#### Stored data
*** Block opens ***

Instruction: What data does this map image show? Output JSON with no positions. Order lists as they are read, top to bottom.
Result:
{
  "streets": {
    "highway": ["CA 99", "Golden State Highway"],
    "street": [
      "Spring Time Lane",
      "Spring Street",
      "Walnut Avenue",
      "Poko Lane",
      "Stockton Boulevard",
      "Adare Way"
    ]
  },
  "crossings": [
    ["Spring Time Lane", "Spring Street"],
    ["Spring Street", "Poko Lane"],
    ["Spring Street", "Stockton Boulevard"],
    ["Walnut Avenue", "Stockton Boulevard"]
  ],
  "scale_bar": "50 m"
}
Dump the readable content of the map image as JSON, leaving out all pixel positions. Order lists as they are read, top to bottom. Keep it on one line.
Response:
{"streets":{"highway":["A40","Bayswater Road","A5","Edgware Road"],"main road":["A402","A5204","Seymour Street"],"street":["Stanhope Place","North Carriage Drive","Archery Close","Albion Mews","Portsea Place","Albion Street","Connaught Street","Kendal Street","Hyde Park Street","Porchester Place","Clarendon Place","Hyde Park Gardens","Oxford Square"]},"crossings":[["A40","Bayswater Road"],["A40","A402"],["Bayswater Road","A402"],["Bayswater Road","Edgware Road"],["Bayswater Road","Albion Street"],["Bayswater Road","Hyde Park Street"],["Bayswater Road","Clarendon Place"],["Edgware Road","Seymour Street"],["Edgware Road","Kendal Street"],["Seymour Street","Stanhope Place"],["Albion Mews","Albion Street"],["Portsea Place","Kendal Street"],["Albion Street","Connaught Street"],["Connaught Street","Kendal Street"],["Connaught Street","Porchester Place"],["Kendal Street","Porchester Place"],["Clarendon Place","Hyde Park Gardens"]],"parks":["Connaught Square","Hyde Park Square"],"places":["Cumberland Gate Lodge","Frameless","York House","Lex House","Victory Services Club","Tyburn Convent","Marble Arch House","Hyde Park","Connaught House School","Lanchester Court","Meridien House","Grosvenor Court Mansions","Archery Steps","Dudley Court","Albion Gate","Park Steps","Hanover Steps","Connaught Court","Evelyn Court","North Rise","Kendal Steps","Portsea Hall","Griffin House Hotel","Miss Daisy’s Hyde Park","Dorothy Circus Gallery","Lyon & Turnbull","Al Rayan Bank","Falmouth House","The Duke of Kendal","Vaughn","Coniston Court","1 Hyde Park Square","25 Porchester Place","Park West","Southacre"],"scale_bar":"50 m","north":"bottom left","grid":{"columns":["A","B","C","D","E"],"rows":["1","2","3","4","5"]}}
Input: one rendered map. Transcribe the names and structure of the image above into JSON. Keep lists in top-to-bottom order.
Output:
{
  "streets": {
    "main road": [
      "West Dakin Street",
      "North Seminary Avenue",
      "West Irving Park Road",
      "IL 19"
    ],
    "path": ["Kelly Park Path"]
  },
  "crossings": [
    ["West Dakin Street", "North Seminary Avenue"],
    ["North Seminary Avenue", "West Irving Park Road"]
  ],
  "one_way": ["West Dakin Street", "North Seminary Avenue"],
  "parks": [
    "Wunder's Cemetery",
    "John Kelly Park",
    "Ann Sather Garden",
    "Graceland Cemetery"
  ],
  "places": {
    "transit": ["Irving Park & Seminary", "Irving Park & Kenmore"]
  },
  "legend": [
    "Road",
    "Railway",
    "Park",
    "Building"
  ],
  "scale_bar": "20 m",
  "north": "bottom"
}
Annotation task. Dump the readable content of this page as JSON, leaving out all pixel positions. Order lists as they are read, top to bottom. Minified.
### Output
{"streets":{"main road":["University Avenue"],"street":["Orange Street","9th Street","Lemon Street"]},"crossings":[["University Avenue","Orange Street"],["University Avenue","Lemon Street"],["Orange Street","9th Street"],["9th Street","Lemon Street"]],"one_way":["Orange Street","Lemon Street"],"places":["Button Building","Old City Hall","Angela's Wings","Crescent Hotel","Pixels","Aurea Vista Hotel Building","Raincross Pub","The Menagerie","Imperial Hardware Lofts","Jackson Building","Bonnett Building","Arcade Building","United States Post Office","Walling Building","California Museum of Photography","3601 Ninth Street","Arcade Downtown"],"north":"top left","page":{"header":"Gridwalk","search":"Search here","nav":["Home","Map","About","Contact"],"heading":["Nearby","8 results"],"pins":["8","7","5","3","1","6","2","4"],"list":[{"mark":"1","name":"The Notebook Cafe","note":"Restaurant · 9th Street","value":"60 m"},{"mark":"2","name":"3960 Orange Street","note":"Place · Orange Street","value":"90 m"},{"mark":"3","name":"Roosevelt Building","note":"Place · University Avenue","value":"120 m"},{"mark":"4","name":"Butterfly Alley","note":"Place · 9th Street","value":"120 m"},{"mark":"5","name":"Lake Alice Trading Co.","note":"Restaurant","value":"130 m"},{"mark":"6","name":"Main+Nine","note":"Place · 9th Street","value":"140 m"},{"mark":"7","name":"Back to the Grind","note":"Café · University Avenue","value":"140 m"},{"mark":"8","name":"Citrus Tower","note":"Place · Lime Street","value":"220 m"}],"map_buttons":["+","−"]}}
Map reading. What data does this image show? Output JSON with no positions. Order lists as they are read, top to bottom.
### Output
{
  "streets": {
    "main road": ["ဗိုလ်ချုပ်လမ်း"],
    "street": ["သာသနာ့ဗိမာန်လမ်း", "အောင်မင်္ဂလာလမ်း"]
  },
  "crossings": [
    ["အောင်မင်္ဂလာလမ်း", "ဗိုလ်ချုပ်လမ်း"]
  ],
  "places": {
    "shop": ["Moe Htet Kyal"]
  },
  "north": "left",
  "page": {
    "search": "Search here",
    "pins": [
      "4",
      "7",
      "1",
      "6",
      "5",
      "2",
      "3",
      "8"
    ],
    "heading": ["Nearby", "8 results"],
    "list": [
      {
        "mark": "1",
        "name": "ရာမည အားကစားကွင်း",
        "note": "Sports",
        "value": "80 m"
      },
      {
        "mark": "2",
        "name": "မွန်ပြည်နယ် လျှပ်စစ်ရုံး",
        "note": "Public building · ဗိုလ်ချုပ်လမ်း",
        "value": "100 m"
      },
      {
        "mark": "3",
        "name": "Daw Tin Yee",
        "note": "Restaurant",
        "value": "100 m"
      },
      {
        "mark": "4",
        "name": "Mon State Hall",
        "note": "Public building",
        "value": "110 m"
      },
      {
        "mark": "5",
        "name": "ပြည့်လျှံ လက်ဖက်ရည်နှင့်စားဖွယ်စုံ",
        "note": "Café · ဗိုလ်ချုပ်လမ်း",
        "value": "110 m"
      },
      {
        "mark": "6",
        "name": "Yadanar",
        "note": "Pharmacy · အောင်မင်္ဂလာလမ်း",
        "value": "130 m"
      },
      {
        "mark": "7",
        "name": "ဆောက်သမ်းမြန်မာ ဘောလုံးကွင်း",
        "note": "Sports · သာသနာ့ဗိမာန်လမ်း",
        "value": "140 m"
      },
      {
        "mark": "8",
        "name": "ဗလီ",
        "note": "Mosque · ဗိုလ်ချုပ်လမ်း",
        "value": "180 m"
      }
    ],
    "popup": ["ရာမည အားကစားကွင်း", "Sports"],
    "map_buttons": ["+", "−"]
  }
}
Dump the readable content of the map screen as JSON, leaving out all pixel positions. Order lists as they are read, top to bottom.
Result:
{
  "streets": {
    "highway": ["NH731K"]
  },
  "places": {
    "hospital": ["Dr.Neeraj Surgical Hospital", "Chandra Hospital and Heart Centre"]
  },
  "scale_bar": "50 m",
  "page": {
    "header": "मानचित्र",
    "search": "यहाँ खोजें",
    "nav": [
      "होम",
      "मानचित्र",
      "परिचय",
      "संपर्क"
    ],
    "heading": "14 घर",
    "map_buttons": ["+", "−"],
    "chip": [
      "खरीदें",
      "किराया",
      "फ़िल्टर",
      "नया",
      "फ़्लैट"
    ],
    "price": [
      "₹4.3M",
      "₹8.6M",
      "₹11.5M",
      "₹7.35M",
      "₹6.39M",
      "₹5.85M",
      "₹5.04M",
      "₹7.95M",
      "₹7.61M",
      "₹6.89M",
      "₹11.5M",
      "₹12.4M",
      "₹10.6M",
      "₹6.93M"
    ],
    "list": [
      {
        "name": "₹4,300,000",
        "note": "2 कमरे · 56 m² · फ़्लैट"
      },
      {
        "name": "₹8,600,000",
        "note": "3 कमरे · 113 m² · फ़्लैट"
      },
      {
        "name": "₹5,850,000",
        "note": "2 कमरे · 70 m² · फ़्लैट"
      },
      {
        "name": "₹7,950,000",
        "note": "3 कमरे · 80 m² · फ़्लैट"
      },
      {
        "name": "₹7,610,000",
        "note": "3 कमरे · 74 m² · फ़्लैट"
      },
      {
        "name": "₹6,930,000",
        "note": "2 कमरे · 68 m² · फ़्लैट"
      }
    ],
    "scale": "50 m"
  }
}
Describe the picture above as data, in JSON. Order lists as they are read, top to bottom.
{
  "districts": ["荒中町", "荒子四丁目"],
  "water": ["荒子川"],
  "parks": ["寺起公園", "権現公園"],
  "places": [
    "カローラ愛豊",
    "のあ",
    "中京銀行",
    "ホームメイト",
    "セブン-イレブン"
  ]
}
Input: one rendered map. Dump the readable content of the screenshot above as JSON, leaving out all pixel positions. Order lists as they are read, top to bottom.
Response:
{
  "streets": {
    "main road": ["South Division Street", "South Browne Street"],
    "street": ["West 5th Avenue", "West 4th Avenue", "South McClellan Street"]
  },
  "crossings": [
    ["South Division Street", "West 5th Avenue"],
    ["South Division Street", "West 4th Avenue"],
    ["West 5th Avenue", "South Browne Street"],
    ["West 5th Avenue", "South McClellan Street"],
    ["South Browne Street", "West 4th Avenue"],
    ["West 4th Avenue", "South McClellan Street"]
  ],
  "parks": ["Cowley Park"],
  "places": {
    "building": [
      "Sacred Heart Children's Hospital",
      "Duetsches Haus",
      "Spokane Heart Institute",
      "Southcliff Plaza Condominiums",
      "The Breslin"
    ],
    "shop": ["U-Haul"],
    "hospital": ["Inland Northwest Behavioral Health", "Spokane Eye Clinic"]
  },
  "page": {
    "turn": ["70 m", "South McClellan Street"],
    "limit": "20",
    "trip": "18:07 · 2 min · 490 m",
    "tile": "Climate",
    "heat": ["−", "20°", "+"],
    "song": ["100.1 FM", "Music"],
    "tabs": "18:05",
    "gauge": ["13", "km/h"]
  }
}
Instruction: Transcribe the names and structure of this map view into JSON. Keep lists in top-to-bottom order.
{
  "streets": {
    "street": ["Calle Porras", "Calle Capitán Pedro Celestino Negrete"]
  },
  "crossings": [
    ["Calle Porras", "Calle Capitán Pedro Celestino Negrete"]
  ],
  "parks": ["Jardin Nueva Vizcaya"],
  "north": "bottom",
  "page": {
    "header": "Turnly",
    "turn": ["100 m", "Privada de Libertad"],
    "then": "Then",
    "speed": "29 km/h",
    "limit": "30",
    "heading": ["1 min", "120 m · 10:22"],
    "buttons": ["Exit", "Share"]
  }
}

*** Block closes ***

#### Your task
Every line that contains the string "Instruction" should be copied from the entries.

#### Task solution
Instruction: What data does this map image show? Output JSON with no positions. Order lists as they are read, top to bottom.
Instruction: Transcribe the names and structure of this map view into JSON. Keep lists in top-to-bottom order.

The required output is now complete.